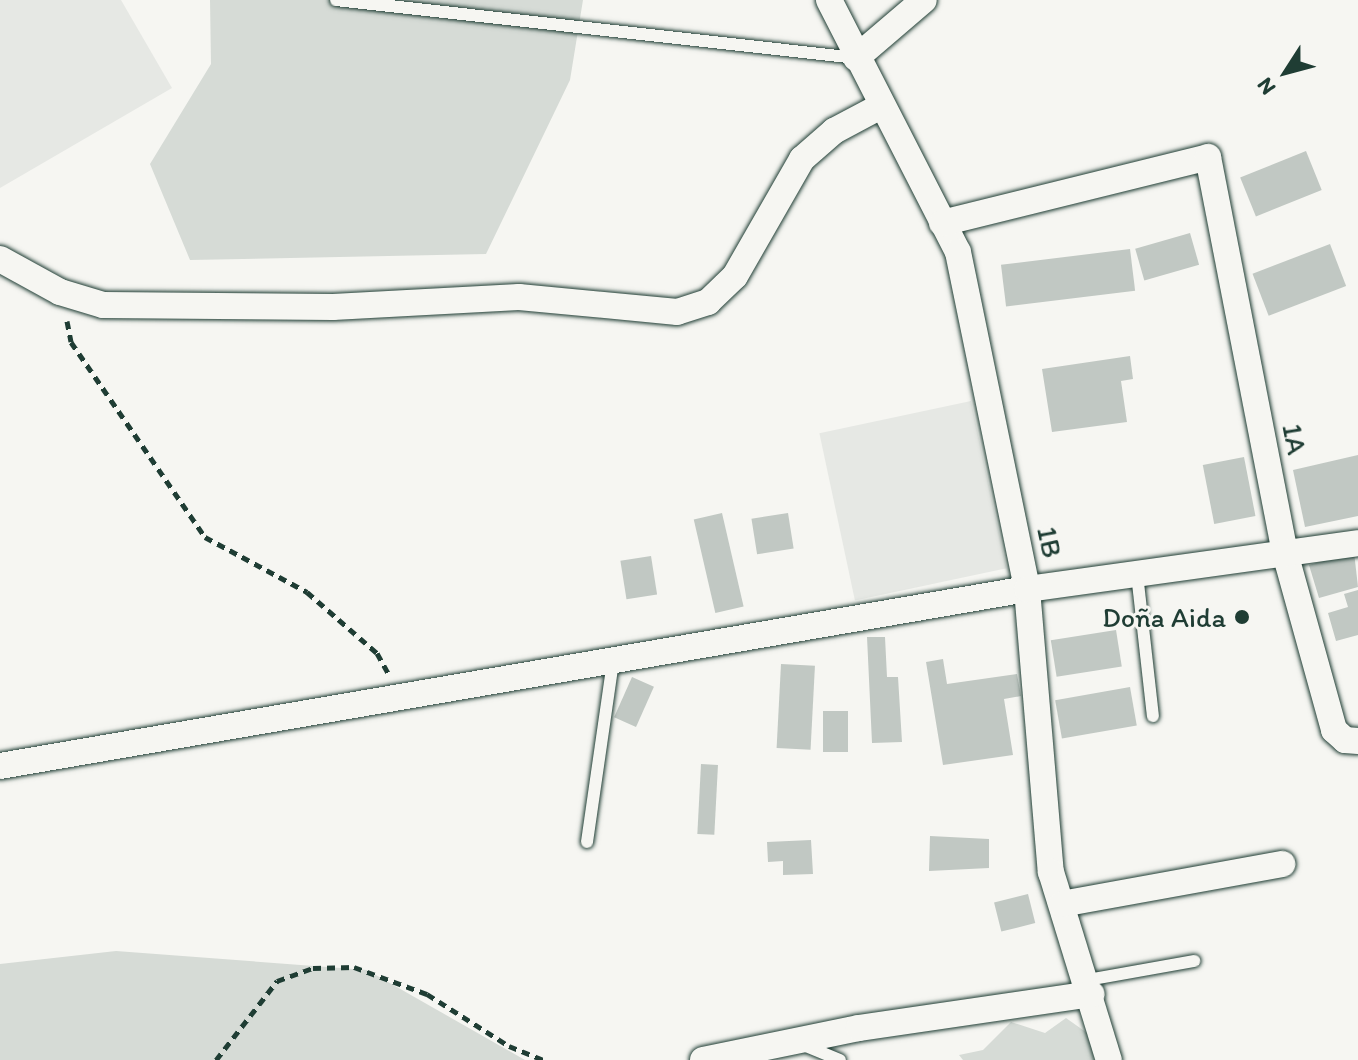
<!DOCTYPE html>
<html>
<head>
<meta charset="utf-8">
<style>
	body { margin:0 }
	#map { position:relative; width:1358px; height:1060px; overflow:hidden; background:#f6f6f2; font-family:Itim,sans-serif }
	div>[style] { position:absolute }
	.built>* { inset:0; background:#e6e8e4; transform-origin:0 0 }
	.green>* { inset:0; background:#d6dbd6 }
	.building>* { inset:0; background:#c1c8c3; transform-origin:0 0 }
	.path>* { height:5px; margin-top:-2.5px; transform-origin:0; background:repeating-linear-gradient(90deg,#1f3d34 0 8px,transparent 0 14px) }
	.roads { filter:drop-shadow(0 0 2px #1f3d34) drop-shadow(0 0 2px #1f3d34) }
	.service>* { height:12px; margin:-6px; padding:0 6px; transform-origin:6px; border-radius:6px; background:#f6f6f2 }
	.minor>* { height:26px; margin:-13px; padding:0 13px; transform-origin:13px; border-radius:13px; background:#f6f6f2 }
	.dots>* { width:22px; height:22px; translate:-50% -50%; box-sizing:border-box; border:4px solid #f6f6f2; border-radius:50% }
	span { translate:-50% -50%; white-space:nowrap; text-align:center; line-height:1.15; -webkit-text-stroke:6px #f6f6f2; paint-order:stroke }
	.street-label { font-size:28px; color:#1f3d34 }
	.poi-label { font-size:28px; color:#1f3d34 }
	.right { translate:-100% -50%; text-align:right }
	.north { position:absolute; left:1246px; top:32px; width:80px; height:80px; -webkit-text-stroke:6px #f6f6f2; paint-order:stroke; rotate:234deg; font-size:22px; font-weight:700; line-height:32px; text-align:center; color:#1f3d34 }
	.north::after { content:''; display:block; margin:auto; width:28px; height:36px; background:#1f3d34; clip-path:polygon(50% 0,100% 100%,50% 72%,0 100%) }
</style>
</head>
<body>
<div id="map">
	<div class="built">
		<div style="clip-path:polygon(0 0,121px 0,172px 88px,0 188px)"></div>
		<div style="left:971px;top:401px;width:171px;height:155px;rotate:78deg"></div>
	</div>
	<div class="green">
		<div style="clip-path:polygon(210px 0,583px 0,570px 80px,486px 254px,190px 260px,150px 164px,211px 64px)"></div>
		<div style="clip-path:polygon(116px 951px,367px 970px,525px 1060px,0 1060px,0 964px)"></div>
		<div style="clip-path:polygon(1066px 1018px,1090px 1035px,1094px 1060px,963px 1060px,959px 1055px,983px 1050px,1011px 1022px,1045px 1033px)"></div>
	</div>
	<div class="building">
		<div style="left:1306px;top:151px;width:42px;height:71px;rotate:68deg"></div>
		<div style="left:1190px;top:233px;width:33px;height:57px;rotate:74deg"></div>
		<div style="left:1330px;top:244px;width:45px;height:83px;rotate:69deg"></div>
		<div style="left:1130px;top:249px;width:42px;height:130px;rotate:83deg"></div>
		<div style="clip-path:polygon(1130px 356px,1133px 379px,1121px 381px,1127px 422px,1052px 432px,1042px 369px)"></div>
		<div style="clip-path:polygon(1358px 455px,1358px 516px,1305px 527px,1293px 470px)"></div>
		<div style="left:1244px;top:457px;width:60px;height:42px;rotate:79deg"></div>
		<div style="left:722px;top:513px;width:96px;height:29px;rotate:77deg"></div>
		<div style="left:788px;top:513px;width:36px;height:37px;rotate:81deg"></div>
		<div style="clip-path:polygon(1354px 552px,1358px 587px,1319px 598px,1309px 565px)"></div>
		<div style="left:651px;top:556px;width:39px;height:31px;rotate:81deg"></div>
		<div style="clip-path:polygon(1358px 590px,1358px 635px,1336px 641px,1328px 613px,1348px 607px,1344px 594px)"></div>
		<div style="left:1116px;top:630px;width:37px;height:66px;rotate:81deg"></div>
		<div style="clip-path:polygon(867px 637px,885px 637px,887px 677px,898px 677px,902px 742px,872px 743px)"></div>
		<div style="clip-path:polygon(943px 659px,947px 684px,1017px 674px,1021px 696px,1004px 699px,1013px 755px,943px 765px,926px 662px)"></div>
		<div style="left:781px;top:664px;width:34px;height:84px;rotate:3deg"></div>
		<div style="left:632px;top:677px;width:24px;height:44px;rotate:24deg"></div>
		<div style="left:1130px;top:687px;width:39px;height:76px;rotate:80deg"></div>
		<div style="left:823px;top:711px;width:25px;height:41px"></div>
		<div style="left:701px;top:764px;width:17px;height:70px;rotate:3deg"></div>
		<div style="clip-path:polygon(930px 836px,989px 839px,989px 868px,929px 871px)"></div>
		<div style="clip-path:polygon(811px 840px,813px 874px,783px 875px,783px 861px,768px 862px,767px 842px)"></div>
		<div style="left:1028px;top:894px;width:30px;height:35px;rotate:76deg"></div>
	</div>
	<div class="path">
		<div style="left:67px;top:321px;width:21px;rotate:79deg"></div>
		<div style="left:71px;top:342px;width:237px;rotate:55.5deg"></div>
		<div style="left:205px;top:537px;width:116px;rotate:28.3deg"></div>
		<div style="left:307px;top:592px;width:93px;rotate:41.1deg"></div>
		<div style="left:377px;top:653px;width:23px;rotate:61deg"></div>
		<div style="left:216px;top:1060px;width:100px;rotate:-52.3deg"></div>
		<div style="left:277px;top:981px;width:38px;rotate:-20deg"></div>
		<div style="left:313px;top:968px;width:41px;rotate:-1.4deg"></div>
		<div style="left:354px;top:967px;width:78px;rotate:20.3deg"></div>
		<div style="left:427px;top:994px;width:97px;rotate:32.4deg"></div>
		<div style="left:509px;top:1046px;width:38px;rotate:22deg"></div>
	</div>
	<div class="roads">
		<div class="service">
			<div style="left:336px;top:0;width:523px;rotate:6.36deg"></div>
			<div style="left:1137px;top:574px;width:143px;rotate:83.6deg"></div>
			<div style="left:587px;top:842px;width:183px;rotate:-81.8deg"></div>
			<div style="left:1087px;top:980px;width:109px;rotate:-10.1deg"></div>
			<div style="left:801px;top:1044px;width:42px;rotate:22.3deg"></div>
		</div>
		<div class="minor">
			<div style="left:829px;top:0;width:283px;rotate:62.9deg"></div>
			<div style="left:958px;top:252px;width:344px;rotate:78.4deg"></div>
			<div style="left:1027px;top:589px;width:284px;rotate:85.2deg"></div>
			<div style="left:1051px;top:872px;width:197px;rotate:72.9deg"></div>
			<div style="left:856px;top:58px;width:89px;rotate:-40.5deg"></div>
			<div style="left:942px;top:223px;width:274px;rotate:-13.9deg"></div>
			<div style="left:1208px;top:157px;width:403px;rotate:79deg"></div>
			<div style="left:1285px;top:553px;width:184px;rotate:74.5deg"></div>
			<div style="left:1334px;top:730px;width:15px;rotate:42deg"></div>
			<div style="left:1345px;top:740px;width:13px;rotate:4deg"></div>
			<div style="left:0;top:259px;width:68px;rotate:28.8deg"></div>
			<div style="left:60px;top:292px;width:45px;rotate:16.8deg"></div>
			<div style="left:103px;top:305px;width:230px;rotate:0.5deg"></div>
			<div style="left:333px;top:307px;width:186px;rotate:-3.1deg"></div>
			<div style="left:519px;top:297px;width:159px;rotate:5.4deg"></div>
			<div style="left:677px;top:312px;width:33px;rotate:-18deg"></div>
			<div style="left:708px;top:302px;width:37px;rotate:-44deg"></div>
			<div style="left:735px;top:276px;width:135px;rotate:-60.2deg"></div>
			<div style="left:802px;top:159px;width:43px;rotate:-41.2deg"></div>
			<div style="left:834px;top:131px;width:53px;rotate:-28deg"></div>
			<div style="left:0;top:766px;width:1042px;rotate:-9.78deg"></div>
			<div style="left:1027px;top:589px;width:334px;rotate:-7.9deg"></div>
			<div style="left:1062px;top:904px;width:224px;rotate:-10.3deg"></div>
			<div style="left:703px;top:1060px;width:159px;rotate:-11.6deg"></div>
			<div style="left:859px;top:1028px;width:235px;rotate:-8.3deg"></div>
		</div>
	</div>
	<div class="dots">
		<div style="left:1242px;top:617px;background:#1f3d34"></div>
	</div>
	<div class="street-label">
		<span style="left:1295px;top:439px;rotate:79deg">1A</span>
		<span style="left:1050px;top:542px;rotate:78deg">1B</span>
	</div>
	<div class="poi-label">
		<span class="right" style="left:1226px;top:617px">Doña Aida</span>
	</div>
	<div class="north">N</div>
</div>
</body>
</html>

= = =

# EXERCISE DIRECTIONS:
From the listing above, return every line that contains the word "text".

# YOUR SOLUTION:
	span { translate:-50% -50%; white-space:nowrap; text-align:center; line-height:1.15; -webkit-text-stroke:6px #f6f6f2; paint-order:stroke }
	.right { translate:-100% -50%; text-align:right }
	.north { position:absolute; left:1246px; top:32px; width:80px; height:80px; -webkit-text-stroke:6px #f6f6f2; paint-order:stroke; rotate:234deg; font-size:22px; font-weight:700; line-height:32px; text-align:center; color:#1f3d34 }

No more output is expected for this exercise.